Laboratories of Parasitic and Viral Diseases, Centre for Global Health Research, Kenya Medical Research Institute, University of New Mexico, Kisumu, Kenya.
Am J Hematol. 2012 Aug;87(8):782-9. doi: 10.1002/ajh.23253. Epub 2012 Jun 23.
In holoendemic Plasmodium falciparum transmission areas, severe malaria primarily occurs in children aged <48 months and manifests as severe malarial anemia [SMA; hemoglobin (Hb) < 6.0 g/dL]. Induction of high levels of prostaglandin-E(2) (PGE(2)) through inducible cyclooxygenase-2 (COX-2) is an important host-defense mechanism against invading pathogens. We have previously shown that COX-2-derived PGE(2) levels are reduced in children residing in hyperendemic transmission regions with cerebral malaria and in those with mixed sequelae of anemia and hyperparasitemia. Our in vitro studies further demonstrated that reduced PGE(2) was due to downregulation of COX-2 gene products following phagocytosis of malarial pigment (hemozoin, PfHz). However, as COX-2-PGE(2) pathways and the impact of naturally acquired PfHz on erythropoietic responses have not been determined in children with SMA, plasma and urinary bicyclo-PGE(2)/creatinine and leukocytic COX-2 transcripts were determined in parasitized children (<36 months) stratified into SMA (n = 36) and non-SMA (Hb ≥ 6.0 g/dL; n = 38). Children with SMA had significantly reduced plasma (P = 0.001) and urinary (P < 0.001) bicyclo-PGE(2)/creatinine and COX-2 transcripts (P = 0.007). There was a significant positive association between Hb and both plasma (r = 0.363, P = 0.002) and urinary (r = 0.500, P = 0.001)] bicyclo-PGE(2)/creatinine. Furthermore, decreased systemic bicyclo-PGE(2)/creatinine was associated with inefficient erythropoiesis (i.e., reticulocyte production index; RPI < 2.0, P = 0.026). Additional analyses demonstrated that plasma (P = 0.031) and urinary (P = 0.070) bicyclo-PGE(2)/creatinine and COX-2 transcripts (P = 0.026) progressively declined with increasing concentrations of naturally acquired PfHz by monocytes. Results presented here support a model in which reduced COX-2-derived PGE(2), driven in part by naturally acquired PfHz by monocytes, promotes decreased erythropoietic responses in children with SMA.
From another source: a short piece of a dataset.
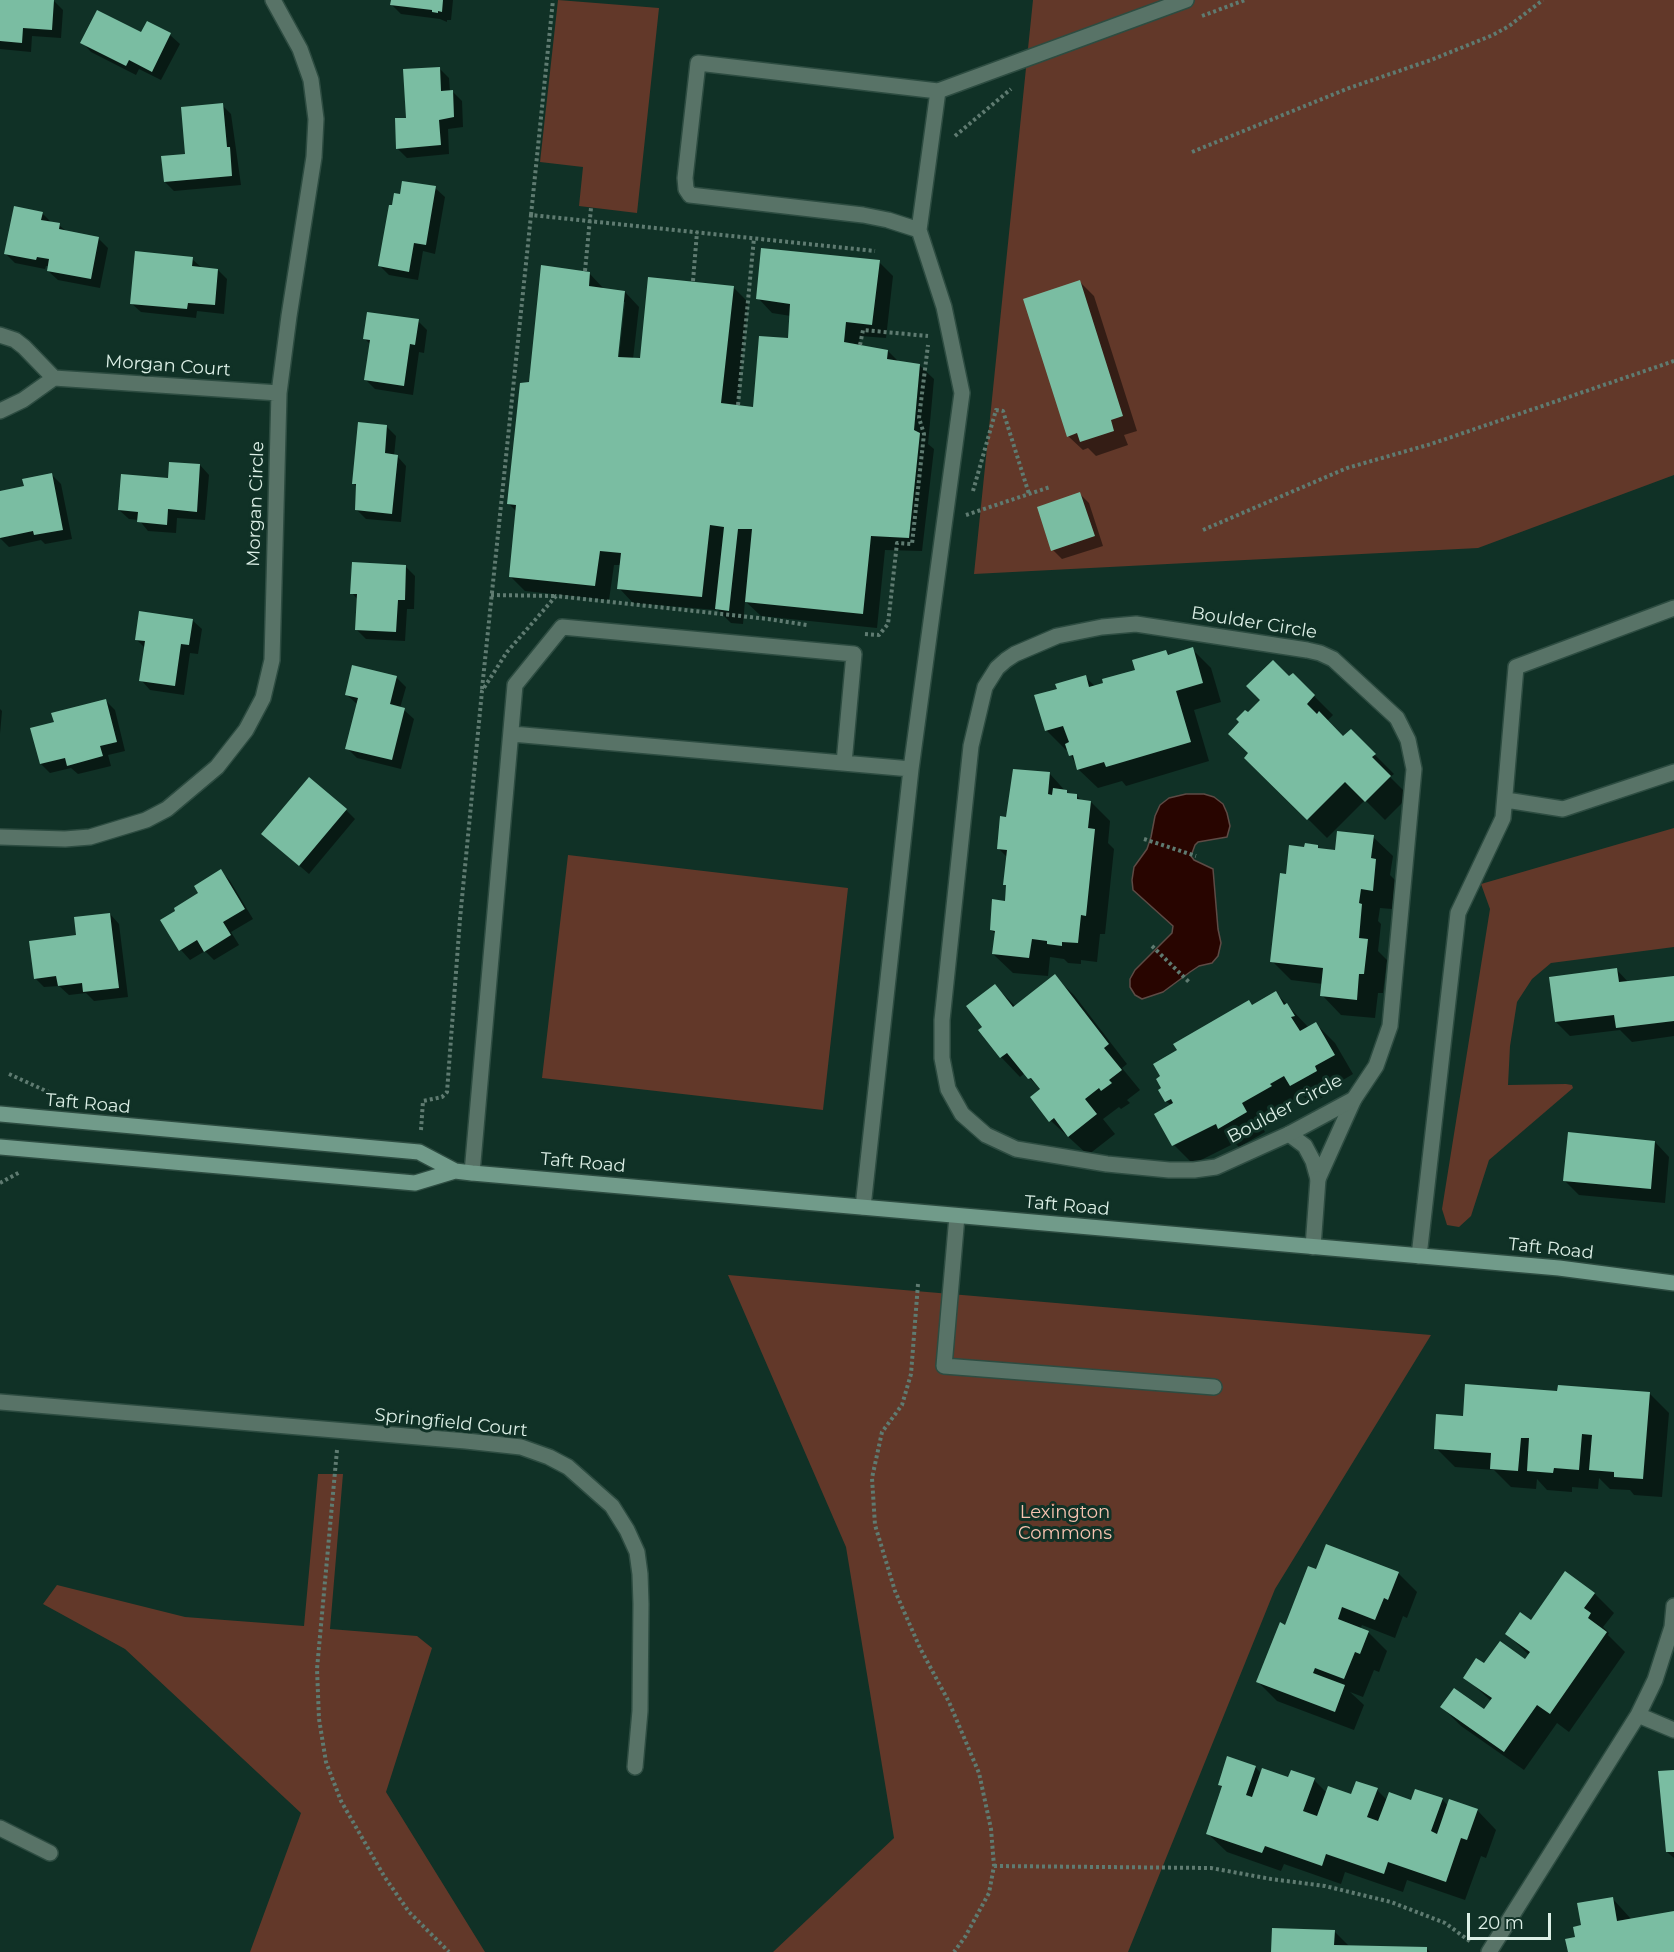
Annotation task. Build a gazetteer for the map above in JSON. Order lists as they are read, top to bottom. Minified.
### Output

在恶性疟原虫流行传播地区,重症疟疾主要发生在 48 个月以下的儿童中,表现为严重的疟疾性贫血[SMA;血红蛋白(Hb)<6.0g/dL]。诱导高水平的前列腺素 E(2)(PGE(2))通过诱导型环氧化酶-2(COX-2)是一种对抗入侵病原体的重要宿主防御机制。我们之前已经表明,在患有脑型疟疾和混合性贫血和高寄生虫血症后遗症的高流行传播地区居住的儿童中,COX-2 衍生的 PGE(2)水平降低。我们的体外研究进一步表明,由于吞噬疟色素(血影蛋白,PfHz)后 COX-2 基因产物的下调,导致 PGE(2)减少。然而,由于 COX-2-PGE(2)途径和天然获得的 PfHz 对红细胞生成反应的影响在 SMA 儿童中尚未确定,因此在寄生虫感染的儿童(<36 个月)中,根据 SMA(n=36)和非-SMA(Hb≥6.0g/dL;n=38)进行了血浆和尿双环 PGE(2)/肌酐和白细胞 COX-2 转录本的测定。患有 SMA 的儿童的血浆(P=0.001)和尿(P<0.001)双环 PGE(2)/肌酐和 COX-2 转录本显著降低(P=0.007)。Hb 与血浆(r=0.363,P=0.002)和尿(r=0.500,P=0.001)双环 PGE(2)/肌酐均呈显著正相关。此外,全身双环 PGE(2)/肌酐减少与红细胞生成效率低下有关(即网织红细胞生成指数;RPI<2.0,P=0.026)。进一步的分析表明,血浆(P=0.031)和尿(P=0.070)双环 PGE(2)/肌酐和 COX-2 转录本(P=0.026)随着单核细胞中天然获得的 PfHz 浓度的增加而逐渐降低。本文的研究结果支持一种模型,即部分由单核细胞中天然获得的 PfHz 驱动的 COX-2 衍生的 PGE(2)减少,促进了 SMA 儿童红细胞生成反应的减少。